Operational Planning
Full Kind of Digital Bank (DFB)
DFB must be registered in Singapore. At the beginning, it will enter the sandbox to start a limited operation, and will enter the official operation after passing the inspection. MAS does not predetermine a time period. The growth rate of the restricted version will depend on its ability to meet its commitments and the regulatory considerations of the Monetary Authority of Singapore. However, MAS believes that DFB will be fully operational within three to five years of opening.
During the earlier version, DFB will not be able to take deposits from the public. It will, however, be able to solicit deposits from shareholders, employees, related entities and anyone else familiar with the business of DFB's parent or majority shareholder, such as existing clients of the parent.
However, large deposits can be excluded from the total deposit limit provided it has a minimum absorbed capital of S$100 million. The S$50 million deposit limit is limited to individual S$-denominated deposits.

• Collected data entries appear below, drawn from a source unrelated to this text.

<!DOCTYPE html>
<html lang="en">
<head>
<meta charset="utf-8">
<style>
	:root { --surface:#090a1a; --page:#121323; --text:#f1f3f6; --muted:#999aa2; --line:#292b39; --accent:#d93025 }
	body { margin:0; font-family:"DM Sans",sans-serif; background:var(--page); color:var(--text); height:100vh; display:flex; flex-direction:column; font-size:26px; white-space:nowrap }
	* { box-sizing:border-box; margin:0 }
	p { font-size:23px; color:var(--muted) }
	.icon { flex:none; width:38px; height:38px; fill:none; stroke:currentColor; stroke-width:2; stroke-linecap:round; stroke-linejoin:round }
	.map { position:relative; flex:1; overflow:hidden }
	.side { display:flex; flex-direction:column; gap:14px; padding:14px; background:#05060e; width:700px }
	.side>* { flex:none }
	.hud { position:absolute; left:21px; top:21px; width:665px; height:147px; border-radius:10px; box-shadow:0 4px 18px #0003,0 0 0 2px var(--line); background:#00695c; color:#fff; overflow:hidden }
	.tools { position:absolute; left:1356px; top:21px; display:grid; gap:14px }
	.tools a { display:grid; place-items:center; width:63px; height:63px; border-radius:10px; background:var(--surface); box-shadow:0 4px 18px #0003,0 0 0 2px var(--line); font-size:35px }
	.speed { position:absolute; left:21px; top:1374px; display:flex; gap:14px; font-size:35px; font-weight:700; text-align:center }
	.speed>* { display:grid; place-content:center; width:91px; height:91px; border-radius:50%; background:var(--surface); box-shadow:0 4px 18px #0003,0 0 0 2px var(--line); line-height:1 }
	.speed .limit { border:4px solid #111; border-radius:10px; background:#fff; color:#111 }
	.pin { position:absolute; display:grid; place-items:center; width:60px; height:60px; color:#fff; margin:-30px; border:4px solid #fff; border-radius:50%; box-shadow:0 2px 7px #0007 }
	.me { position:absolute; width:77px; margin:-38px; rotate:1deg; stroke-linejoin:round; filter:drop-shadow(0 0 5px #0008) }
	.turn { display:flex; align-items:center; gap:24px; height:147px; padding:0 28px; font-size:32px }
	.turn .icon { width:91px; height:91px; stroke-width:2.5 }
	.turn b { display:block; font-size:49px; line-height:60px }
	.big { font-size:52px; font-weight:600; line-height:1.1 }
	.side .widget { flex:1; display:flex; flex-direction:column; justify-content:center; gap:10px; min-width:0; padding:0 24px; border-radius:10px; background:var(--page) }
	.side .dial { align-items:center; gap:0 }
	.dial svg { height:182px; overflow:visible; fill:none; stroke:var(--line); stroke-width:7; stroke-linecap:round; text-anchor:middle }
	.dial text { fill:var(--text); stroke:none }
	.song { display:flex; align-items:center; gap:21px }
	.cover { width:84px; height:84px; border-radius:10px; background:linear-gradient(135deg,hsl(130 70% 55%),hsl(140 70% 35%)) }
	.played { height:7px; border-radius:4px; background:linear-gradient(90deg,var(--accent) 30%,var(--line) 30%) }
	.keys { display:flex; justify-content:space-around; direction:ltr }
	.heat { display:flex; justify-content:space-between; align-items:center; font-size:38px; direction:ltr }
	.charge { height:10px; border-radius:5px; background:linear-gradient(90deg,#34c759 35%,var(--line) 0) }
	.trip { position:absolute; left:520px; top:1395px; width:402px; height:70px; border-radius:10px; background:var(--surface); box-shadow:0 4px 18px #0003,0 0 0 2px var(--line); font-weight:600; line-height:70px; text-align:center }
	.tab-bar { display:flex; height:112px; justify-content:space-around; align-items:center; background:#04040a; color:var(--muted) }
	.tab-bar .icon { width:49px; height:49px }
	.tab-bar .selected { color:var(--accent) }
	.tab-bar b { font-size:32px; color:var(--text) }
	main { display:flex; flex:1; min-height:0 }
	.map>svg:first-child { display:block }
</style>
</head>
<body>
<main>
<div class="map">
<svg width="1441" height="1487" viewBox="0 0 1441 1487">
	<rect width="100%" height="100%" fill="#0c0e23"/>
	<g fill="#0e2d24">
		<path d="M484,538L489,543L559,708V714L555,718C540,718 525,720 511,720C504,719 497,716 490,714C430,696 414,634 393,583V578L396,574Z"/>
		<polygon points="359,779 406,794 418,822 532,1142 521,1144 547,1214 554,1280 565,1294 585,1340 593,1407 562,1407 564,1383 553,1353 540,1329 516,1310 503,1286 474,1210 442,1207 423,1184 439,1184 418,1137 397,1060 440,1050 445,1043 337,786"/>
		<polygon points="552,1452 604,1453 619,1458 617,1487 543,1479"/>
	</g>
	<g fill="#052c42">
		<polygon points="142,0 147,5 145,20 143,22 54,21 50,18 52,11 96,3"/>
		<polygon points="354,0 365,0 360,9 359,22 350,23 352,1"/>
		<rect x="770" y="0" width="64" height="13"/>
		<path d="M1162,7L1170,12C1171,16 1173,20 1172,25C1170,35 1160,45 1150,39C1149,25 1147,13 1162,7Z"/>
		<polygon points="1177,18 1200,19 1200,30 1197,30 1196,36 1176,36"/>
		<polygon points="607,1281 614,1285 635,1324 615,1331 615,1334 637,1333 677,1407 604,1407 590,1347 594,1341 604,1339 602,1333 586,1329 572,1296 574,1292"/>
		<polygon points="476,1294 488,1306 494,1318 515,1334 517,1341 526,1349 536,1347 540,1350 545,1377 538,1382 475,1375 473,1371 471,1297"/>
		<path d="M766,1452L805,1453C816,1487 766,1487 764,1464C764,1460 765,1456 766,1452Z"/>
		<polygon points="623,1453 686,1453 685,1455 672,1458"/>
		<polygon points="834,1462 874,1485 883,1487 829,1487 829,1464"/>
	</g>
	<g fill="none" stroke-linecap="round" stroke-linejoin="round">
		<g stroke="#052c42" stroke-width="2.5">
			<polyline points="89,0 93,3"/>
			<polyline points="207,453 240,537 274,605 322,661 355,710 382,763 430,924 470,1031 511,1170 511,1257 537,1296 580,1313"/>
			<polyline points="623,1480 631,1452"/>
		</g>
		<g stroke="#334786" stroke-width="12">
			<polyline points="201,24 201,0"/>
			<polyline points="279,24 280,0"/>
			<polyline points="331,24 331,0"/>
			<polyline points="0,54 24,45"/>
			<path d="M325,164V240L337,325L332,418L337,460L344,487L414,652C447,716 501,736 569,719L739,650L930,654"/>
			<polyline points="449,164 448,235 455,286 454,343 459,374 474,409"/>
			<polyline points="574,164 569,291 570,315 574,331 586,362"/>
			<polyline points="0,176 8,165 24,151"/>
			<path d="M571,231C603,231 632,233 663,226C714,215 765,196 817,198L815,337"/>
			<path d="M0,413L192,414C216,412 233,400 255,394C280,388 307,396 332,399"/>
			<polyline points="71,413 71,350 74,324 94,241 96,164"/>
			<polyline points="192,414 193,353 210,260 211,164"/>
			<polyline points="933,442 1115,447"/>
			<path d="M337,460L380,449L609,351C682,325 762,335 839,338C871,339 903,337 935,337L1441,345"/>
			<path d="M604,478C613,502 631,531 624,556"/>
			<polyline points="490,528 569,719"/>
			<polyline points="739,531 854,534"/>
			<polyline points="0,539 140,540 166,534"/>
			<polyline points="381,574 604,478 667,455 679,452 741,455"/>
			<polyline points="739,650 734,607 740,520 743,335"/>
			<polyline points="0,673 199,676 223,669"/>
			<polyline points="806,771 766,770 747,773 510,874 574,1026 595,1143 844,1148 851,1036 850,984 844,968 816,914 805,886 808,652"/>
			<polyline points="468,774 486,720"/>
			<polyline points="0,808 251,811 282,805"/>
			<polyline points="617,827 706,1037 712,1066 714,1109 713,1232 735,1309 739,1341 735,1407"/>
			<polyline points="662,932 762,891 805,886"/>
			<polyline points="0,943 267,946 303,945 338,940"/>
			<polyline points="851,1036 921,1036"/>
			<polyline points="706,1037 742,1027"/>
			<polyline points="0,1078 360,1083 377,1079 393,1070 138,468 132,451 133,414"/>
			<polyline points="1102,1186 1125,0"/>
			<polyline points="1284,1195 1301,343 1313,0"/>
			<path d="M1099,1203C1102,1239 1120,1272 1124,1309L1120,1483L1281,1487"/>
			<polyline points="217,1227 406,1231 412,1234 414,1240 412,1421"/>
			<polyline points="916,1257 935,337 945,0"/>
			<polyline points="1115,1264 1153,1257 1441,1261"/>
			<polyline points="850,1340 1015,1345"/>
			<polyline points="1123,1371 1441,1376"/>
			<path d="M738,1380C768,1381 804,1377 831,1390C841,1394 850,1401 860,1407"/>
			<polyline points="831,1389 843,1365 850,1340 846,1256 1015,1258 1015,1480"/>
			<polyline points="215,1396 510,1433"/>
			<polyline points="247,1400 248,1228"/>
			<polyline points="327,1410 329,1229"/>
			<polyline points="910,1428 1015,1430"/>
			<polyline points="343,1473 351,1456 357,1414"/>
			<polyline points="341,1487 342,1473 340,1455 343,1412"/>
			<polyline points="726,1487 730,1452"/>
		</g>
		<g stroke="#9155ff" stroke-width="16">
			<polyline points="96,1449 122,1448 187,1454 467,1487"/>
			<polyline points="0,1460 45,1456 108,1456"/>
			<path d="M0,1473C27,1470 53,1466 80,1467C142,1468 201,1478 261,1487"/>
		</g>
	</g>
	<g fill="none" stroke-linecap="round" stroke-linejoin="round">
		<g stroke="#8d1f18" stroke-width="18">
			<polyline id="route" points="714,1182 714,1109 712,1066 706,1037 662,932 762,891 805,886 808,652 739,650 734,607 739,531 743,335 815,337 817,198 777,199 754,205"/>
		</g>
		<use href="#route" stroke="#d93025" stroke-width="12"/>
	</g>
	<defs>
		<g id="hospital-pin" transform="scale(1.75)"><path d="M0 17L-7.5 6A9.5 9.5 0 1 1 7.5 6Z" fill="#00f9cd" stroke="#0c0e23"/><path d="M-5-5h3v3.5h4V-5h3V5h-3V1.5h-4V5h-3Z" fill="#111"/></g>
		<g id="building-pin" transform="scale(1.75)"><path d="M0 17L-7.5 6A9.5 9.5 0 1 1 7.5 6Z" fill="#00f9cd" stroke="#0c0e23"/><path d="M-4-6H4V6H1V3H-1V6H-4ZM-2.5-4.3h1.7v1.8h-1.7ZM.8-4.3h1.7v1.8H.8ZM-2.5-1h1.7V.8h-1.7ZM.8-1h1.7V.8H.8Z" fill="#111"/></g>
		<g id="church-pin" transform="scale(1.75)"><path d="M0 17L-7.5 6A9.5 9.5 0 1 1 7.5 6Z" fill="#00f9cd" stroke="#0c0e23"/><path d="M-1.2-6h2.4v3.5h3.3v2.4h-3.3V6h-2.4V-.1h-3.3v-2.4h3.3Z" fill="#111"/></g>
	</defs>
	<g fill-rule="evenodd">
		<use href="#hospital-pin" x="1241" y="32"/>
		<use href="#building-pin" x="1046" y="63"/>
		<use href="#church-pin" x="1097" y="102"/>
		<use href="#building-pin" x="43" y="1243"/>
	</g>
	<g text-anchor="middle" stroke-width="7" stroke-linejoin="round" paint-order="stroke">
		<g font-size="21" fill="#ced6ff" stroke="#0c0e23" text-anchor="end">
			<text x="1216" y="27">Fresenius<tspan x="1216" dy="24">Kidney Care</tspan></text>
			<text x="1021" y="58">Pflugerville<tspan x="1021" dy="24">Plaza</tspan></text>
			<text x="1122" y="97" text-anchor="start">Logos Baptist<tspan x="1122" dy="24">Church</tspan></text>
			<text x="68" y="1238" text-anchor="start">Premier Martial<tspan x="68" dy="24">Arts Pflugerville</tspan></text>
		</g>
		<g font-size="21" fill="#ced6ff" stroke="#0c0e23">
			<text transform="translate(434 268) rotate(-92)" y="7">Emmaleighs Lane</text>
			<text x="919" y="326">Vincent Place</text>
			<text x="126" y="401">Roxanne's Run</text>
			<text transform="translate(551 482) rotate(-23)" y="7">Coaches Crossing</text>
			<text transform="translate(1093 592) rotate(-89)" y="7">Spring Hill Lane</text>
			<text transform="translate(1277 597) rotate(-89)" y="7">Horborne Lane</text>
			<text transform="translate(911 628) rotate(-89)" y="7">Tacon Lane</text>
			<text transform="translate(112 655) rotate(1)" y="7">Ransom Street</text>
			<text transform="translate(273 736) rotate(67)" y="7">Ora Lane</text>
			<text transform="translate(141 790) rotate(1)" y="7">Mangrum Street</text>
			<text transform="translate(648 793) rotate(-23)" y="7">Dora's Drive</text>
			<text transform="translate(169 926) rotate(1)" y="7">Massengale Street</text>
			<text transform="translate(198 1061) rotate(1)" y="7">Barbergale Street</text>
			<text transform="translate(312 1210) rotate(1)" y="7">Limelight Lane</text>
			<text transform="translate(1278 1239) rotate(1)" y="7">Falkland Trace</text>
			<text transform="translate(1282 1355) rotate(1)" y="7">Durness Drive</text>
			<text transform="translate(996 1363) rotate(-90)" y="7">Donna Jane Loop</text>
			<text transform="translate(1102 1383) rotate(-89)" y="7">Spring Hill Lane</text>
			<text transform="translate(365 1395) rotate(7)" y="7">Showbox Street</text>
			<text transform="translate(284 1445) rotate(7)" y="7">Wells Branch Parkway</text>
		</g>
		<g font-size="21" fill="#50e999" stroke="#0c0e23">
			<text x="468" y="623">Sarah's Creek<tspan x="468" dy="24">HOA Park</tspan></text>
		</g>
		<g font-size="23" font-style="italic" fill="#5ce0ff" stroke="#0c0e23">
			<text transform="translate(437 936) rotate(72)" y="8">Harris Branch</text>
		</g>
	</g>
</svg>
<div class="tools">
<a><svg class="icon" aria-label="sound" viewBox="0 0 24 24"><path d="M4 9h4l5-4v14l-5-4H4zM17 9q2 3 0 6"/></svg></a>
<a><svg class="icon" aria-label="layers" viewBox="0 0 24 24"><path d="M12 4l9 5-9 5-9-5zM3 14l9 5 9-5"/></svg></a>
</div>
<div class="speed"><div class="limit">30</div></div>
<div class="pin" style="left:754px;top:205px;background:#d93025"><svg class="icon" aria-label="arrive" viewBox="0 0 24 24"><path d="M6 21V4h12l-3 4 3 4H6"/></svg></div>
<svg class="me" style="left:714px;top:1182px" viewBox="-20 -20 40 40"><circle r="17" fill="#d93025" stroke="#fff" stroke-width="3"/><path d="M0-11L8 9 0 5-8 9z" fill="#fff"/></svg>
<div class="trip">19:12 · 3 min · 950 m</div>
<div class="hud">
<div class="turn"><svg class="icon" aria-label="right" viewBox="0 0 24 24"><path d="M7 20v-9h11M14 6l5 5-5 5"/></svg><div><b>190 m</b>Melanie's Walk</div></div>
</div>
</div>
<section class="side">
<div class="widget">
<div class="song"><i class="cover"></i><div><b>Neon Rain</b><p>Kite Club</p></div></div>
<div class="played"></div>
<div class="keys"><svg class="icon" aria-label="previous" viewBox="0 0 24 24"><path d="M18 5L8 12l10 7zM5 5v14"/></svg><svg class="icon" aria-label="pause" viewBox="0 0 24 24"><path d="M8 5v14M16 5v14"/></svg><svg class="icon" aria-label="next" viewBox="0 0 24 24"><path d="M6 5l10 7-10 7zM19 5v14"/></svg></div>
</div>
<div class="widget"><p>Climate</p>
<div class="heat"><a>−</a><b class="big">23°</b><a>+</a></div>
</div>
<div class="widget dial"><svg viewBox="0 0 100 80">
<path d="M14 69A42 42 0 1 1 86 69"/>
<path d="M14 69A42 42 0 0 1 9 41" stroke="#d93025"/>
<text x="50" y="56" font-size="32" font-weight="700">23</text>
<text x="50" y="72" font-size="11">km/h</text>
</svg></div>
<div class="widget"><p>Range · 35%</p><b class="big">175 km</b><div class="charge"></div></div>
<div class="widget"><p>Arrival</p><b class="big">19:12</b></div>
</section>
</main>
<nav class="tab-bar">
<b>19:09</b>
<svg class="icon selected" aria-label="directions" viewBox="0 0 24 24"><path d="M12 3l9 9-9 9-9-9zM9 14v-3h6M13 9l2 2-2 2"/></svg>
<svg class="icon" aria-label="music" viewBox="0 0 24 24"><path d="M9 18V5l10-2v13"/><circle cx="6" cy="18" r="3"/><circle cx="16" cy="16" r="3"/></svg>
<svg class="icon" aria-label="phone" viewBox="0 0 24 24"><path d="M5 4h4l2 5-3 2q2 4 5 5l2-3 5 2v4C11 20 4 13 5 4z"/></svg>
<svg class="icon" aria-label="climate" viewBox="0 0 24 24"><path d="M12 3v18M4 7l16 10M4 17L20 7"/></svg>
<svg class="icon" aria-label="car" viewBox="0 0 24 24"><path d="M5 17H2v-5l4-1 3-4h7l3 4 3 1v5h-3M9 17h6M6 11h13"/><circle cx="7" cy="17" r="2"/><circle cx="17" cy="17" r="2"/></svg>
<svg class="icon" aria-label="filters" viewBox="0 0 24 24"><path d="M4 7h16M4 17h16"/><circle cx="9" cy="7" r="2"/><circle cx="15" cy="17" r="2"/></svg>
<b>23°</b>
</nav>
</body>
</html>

During the transition period, DFB can apply for an increase in the total deposit cap during the annual review period. MAS will assess DFB based on factors such as strength of internal controls, frequency and type of breaches, customer complaints and sustainability of business performance. At the same time, this assessment also includes a review of the audit report on the effectiveness of the digital bank's financial and internal controls.
During the transition period, if DFB offers an unsecured credit facility to an individual, it can only grant an unsecured credit limit of twice the individual's monthly income. Regulated supervision under Circular MAS 635 and other unsecured credit rules of the Banking Regulations 2013.
During the transition period, DFB shall not engage in any proprietary trading activities.
The investment products provided to individuals can only be simple capital market products, and DFB cannot conduct banking business in more than two countries overseas.
Digital Wholesale Banking (DWB)
DWB must be registered in Singapore. And can only operate a physical store.
DWB's application needs to meet the same regulatory requirements as existing wholesale banks, including a minimum paid-up capital of S$100 million, risk-based capital and liquidity requirements, and requirements related to technology risk, money laundering and terrorism financing risk, non-financial business conduct related requirements.
DWB does not permit unsecured credit to retail individuals. MAS does not want DWB to serve retail investors and provide them with financial advice.